Another strength of the RV042 is its flexible Dual WAN functionality. A business or home dependent on connectivity cannot afford to have its Internet connection down for a significant period of time. The RV042 solves that problem. It can send and receive traffic over two ISP connections simultaneously, and provides multiple options for managing traffic flows over those connections.
The main disadvantages of the RV are its lack of Gigabit Ethernet ports and current admin interface problems with Firefox / Windows.

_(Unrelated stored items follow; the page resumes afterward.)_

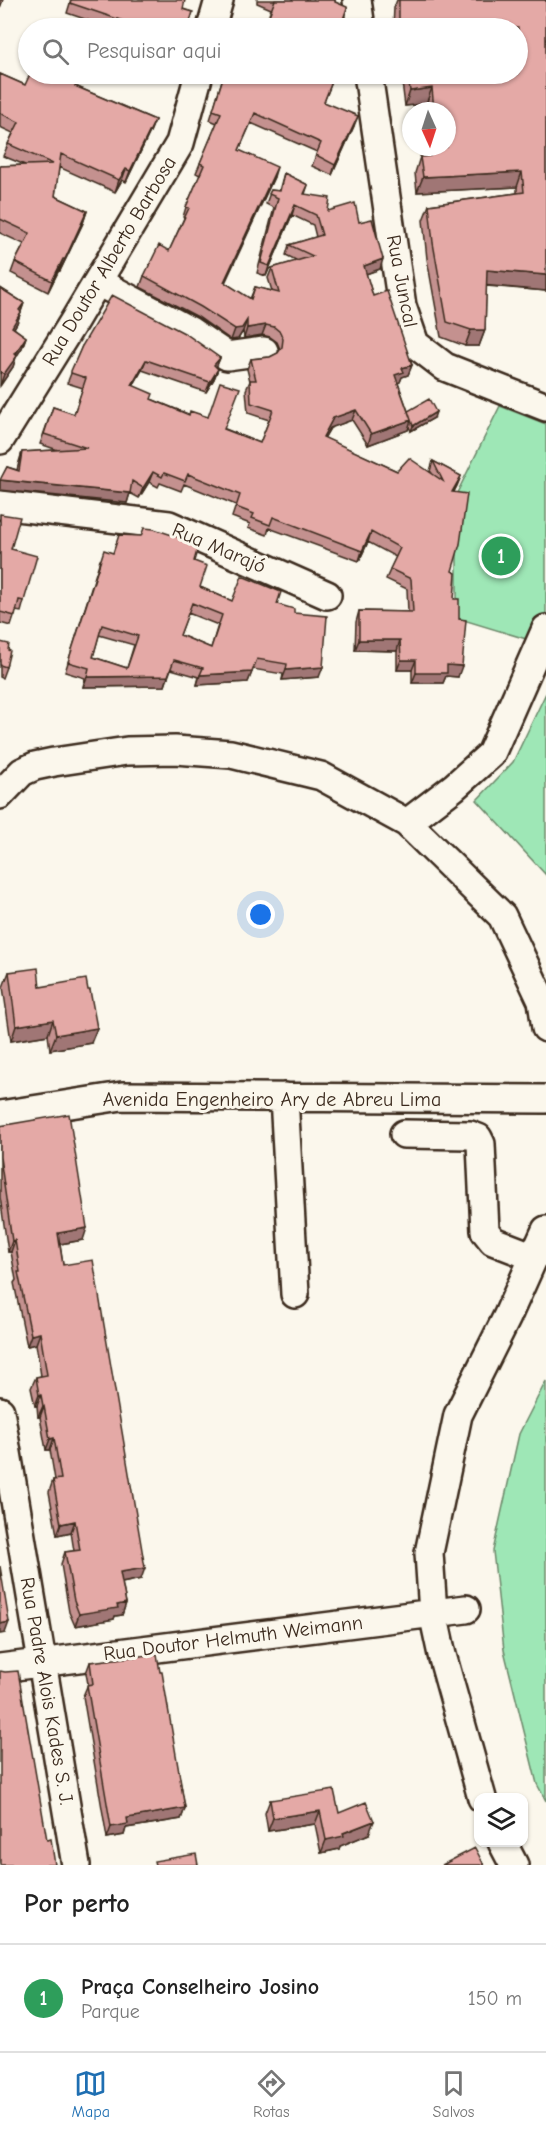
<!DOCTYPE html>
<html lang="pt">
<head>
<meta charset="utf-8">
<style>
  body { margin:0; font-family:"Comic Neue",sans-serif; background:#f6f6f6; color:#222 }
  .controls { position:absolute; right:18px; bottom:18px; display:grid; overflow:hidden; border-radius:12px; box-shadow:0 2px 4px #0004 }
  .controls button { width:54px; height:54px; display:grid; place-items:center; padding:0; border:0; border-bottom:2px solid #e0e0e0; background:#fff; color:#222; font:30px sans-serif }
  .compass { position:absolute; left:402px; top:102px; width:54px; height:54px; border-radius:50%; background:#fff; box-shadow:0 2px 4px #0004; rotate:177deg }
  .you { position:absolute; left:261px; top:915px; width:21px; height:21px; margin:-15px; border:4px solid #fff; border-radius:50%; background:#1a73e8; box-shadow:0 0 0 9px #1a73e833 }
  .badge { display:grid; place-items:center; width:39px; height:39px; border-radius:50%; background:#1f6fb2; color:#fff; font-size:20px; font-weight:700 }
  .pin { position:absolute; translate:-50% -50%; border:3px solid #fff; box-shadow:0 2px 6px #0006 }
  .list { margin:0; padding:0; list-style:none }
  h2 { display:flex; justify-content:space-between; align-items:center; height:78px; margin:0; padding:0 24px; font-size:26px }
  h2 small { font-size:20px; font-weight:400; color:#767676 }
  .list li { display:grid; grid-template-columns:39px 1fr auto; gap:18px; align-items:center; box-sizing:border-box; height:108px; padding:0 24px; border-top:2px solid #e0e0e0 }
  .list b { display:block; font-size:22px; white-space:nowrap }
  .list p { margin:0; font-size:20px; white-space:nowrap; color:#767676 }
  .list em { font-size:20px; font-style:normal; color:#767676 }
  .icon { flex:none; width:33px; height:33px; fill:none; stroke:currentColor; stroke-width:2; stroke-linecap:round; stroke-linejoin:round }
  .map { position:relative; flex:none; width:546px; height:1865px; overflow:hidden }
  .search { position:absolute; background:#fff; box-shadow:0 2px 4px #0004; left:18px; right:18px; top:18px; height:66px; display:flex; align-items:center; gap:15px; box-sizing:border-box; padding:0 21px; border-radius:33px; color:#767676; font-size:22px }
  .sheet { height:186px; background:#fff }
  nav { display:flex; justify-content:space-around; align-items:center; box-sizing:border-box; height:84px; border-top:2px solid #e0e0e0; background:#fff; font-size:16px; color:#767676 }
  nav a { display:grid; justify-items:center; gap:3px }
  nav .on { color:#1f6fb2 }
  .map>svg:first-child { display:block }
  .green { fill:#9ee7b6; stroke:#6c886a; stroke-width:1.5 }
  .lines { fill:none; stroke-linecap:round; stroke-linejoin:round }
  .minor-casing { stroke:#3b2a1e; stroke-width:32 }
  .minor { stroke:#fbf7ec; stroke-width:27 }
  .wall { fill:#c4918f; stroke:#3b2a1e; stroke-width:1.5; fill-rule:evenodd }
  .shaded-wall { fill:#a07674; stroke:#3b2a1e; stroke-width:1.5 }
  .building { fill:#e4a9a6; stroke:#3b2a1e; stroke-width:1.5; fill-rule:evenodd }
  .labels { text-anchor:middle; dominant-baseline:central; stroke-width:6; stroke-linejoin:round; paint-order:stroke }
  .street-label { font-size:20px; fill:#3b2a1e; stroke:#fbf7ec }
</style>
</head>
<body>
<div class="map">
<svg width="546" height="1865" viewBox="0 0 546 1865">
  <rect width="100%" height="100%" fill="#fbf7ec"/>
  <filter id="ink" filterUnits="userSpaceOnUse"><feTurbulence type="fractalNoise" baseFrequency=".0167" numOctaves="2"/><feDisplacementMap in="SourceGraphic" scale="12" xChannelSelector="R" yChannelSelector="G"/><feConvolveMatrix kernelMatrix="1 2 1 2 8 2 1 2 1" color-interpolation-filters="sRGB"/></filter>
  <g filter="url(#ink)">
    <path class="green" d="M500 406 546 424V645L457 618V493Z
      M546 693V875L477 800 513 762Z
      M546 1381V1801L537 1784 504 1650 493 1551 519 1434Z"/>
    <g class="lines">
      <g class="minor-casing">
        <path id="minor" d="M357 0 361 28
          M211 28 219 0
          M368 74 402 306 415 344 445 367 546 407
          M98 282 190 331 227 356 264 351
          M0 440 74 321 180 143 199 74
          M0 505 169 525 327 595
          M0 795 22 772 35 766 54 762 127 751 175 750 231 754 321 776 407 823 502 916 542 1001 546 1028
          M407 823 454 787 491 754 546 629
          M284 1097 295 1294
          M0 1115 122 1096 546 1099
          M404 1134 470 1135 478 1138 481 1144 485 1231 493 1241 534 1257
          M0 1411 76 1865
          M0 1668 466 1609
          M482 1798 442 1655 433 1613 429 1553 458 1415 507 1317 546 1230
          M502 1842 514 1865"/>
      </g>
      <use href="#minor" class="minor"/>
    </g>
    <path class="wall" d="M71 0 183 9 188 28H111L67 13Z
      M257 0H335V2L347 8 340 28H254L265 26 271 9 257 3Z
      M397 0H546V291L486 286 485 330 479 346H465L441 337 427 259 423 220 429 205 517 193V187L417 192 415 173 420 157H422L421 147H447V111H427L426 104 405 106 401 74H518V28H393L394 8Z
      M0 74 25 85 75 86 155 120 150 132 126 182 122 180 115 192 59 167 55 196 87 211 83 223 60 271 59 270 48 292 11 273 15 262 24 244 0 233V166L25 165 3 156 13 133 0 127Z
      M224 74H335L324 102 354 126 332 175 312 166 317 152 251 123 239 150 274 177 225 283 250 299 255 287 272 291 268 278 272 268 298 261 286 255 289 245 316 237 313 225 292 215 266 276 257 273 274 208 266 204 271 190 279 191 284 173 308 185 305 194 328 211 359 222 380 269 366 274 373 296 412 365 408 375 402 377 400 382 398 383 408 411 434 418 411 431 409 427 408 430 368 445 352 420 330 428 324 438 397 471 431 472 430 471 433 461 461 476 454 492 452 571 458 677 446 676 443 683H412V670H397V651L355 650 356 622 359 611 408 612 407 589 386 579 396 557 368 542 359 561 269 528 267 535 248 528 250 524 232 517 236 505 184 484 181 491 160 483 158 487 149 482 139 498 130 493 127 503 0 490V481L7 467 17 470 19 462 22 452 58 450 40 444 53 407 74 414 83 388 67 383 68 381 82 346 220 358 216 367 218 369 214 379 206 392 142 370 133 386 151 399 260 443 269 420 248 413 246 390 250 381 247 369 251 359 270 357 278 353 280 349 277 342 270 337 262 335 244 338 243 331 238 339 231 340 198 317 140 287 144 276 169 251 184 218 183 217 186 207 200 175 196 173 217 123 210 120Z
      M0 288 24 303 17 323 14 328 26 337 22 348 16 357 13 367 0 386Z
      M0 514 11 549 24 601 21 612 16 611 11 626 0 623Z
      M113 553 194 561 200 587 232 601 277 604 294 613 319 677 282 680 283 674 253 669 248 682 197 685 199 677 171 669 165 686 83 687 85 678 65 672 100 560ZM188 613 218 625 211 648 180 635ZM99 635 134 645 127 668 93 657Z
      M0 642 8 650 6 667 2 678 0 677Z
      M9 972 40 987 91 1043 50 1050 48 1035 11 1041 3 987Z
      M0 1126 83 1240 60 1244 63 1265 141 1579 122 1583 126 1603 122 1615 115 1616 114 1619 75 1626 69 1612 61 1564 65 1552 74 1551 71 1532 57 1535 49 1492 53 1480H55L50 1450H46L40 1417H38L37 1406H35L31 1388 36 1377 41 1376 36 1344 27 1346 14 1283 16 1280 11 1252H8L0 1197Z
      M90 1662 160 1672 185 1808 181 1819 126 1828 124 1835 107 1838 83 1696 88 1684 86 1673Z
      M270 1800 339 1813 369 1834 340 1846 339 1849 321 1853 315 1824 268 1831 265 1813Z"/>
    <path class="shaded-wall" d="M432 88 426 104 405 106 410 91Z
      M358 116 354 126 332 175 335 165Z
      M155 120 150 132 126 182 130 171Z
      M277 167 274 177 220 292 224 282Z
      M126 169 122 180 115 192 119 180Z
      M522 172 517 187 417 192 423 177Z
      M295 205 292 215 266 276 269 266Z
      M87 211 83 223 60 271 65 259Z
      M63 259 59 270 48 292 52 281Z
      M383 259 380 269 360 276 364 266Z
      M487 270 546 275V291L481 285Z
      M24 303 17 323 8 338 19 310Z
      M247 320 243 331 238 339 231 340 235 329Z
      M266 325 262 335 244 338 247 328Z
      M471 330H485L479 346H465Z
      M26 337 22 348 16 357 13 367 0 386 4 374Z
      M220 358 216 368 214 365Z
      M146 360 142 370 128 395 132 385Z
      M412 365 408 375 402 377 400 382 391 385 395 375 402 368Z
      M218 369 214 379 206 392 210 382Z
      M356 410 352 420 330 428 319 447 323 437 333 418Z
      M436 412 434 418 411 431 413 426Z
      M411 420 408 430 368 445 371 434Z
      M153 472 149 482 139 498 143 488Z
      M461 476 457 486 448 502 452 492Z
      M0 480 130 493 127 503 0 490Z
      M371 532 368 542 359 561 362 551Z
      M359 640H400L397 651 355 650Z
      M401 660H416L412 670H397Z
      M447 665 462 666 458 677 446 676 443 683H412L416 673Z
      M323 667 319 677 282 680 286 670Z
      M252 672 248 682 197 685 200 675Z
      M168 676 165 686 83 687 87 677Z
      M53 1020 48 1035 11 1041 16 1026Z
      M97 1028 91 1043 50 1050 56 1035Z
      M87 1228 83 1240 54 1245 58 1233Z
      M15 1240 11 1252H8L12 1241Z
      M40 1333 36 1344 27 1346 31 1335Z
      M39 1395H41L37 1406H35Z
      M43 1406H44L40 1417H38Z
      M54 1438 50 1450H46L50 1439Z
      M75 1521 71 1532 57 1535 61 1524Z
      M145 1568 141 1579 116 1584 120 1572Z
      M126 1603 122 1615 115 1616 114 1619 75 1626 79 1614Z
      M9 1622 5 1633 0 1634V1624Z
      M185 1808 181 1819 126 1828 124 1835 107 1838 111 1827 127 1818Z
      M320 1811 315 1824 268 1831 273 1818Z
      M374 1821 369 1834 340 1846 339 1849 321 1853 326 1840Z"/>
    <path class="building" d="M0 0H3L0 8Z
      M71 0H185L183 9 193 12 188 28H144L70 3Z
      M275 0H335V2L347 7V8L341 25 328 20 325 28H254L256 23 265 26Z
      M399 0H546V275L487 270 485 330H471L447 322 433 243 429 205 524 192 522 172 423 177 420 157 430 156 429 147H447V111H434L432 88 410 91 408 74H518V28H400L399 22Z
      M0 74 25 85 30 74H79L75 86 155 120 130 171 126 169 119 180 61 154 55 196 87 211 65 259H63L52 281 15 262 30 233 0 219V166L53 164 8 144 19 122 0 113Z
      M224 74H335L324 102 358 116 335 165 316 155 321 143 255 113 239 150 277 167 224 282 251 299 255 287 279 293 272 268 313 256 289 245 322 235 316 215 295 205 269 266 261 263 278 198 269 194 271 190 280 191 284 173 308 185 304 194 330 198 328 211 355 203 359 222 372 219 383 259 364 266 373 296 387 291 412 365 402 368 404 372 395 375 411 420 371 434 356 410 333 418 323 437 397 471 409 458 443 481 433 461 461 476 452 492 467 494 460 544 452 571 456 573 454 599H459V619L466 620 462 666 447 665V673H416V660H401L400 640H359V611L413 612 411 579 390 569 400 548 371 532 362 551 273 517 270 525 252 518 254 514 236 507 240 495 188 474 185 481 164 473 162 477 153 472 143 488 132 481 130 493 0 480 7 467 19 471 22 452 87 448 44 434 53 407 74 414 86 378 71 373V371L82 346 112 295 186 334 220 358 214 365 218 369 210 382 146 360 132 385 153 394 151 399 189 415 190 411 208 417 220 382 240 388 224 429 260 443 273 410 251 403 250 380H256L251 359 270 357 278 353 282 347 283 339 280 332 274 327 266 325 247 328V320L242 328 235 329 201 307 144 276 159 245 169 251 189 208 186 207 204 165 200 163 221 113 213 110Z
      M0 288 24 303 19 310 21 312 12 327 26 337 15 354 17 356 4 374 1 372 0 374Z
      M429 399 436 412 413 426 408 411Z
      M0 514 20 517 11 549 37 556 24 601 19 600 15 616 0 612Z
      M144 528 154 529 199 544 194 561 207 566 200 587 232 601 242 576 281 592 277 604 294 609V613L327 616 323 667 286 670 287 664 257 659 252 672 200 675 203 668 174 660 168 676 87 677 89 668 68 662 104 550 113 553 119 535 141 536ZM192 603 222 615 211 648 180 635ZM102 625 138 636 127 668 93 657Z
      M0 642 9 644 8 650 10 651 6 667 0 665Z
      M38 968 40 987 86 979 88 990H90L97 1028 56 1035 53 1020 16 1026 9 972Z
      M69 1114 87 1228 58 1233 63 1265 93 1260 145 1568 120 1572 126 1603 117 1605 118 1608 79 1614 74 1601 65 1552 80 1550 75 1521 61 1524 53 1480 61 1479 54 1438 50 1439 44 1406H43L41 1395H39L36 1377 47 1375 40 1333 31 1335 18 1272H20L15 1240 12 1241 0 1157V1126Z
      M0 1566 9 1622 0 1624Z
      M157 1654 160 1672H162L185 1808 127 1818 128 1824 111 1827 87 1685 93 1684 90 1662Z
      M0 1671 5 1672 18 1671 47 1840 51 1839 55 1865H0Z
      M334 1790 339 1813 366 1802 374 1821 343 1833 344 1836 326 1840 320 1811 273 1818 270 1800Z
      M475 1848 484 1865H442Z
      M196 1854 198 1865H155L154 1861Z"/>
  </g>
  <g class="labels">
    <g class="street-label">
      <text transform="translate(109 261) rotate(-59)">Rua Doutor Alberto Barbosa</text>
      <text transform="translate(402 281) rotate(79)">Rua Juncal</text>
      <text transform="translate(219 548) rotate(23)">Rua Marajó</text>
      <text x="272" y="1099">Avenida Engenheiro Ary de Abreu Lima</text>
      <text transform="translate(233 1638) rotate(-7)">Rua Doutor Helmuth Weimann</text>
      <text transform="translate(47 1691) rotate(80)">Rua Padre Alois Kades S. J.</text>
    </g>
  </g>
</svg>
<div class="controls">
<button><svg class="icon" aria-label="layers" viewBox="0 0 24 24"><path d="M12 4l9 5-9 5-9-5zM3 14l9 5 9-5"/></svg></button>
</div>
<svg class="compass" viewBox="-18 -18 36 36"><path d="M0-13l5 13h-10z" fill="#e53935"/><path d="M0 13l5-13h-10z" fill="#767676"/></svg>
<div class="you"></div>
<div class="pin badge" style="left:501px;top:556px;background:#2e9e5b">1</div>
<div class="search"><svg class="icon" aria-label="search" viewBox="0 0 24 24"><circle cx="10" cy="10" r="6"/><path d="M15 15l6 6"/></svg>Pesquisar aqui</div>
</div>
<section class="sheet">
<h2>Por perto<small></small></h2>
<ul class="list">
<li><span class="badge" style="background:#2e9e5b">1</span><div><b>Praça Conselheiro Josino</b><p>Parque</p></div><em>150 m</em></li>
</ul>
</section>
<nav>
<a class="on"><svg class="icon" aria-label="map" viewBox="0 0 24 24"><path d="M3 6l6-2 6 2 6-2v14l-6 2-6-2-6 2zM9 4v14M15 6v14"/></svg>Mapa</a>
<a><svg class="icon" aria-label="directions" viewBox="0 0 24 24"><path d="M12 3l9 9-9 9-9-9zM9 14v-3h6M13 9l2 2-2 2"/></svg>Rotas</a>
<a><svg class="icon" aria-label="saved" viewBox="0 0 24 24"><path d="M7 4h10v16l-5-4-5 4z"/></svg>Salvos</a>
</nav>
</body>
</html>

The latter should get straightened out via new firmware at some point. But if you want Gigabit ports, you’ll need to add a switch or pick another product.
Overall, the RV042 v3 is a solid improvement over the original. The updated hardware design has improved both its VPN and Routing performance. And the addition of Cisco Protectlink for Content Filtering is also a plus.
I gave the original RV042 a thumbs up because it was extremely stable and reliable for me. I give the RV042 v3 a thumbs up as well. It’s faster, has more features and capacity, and retains the same ease of use I enjoyed in the original version.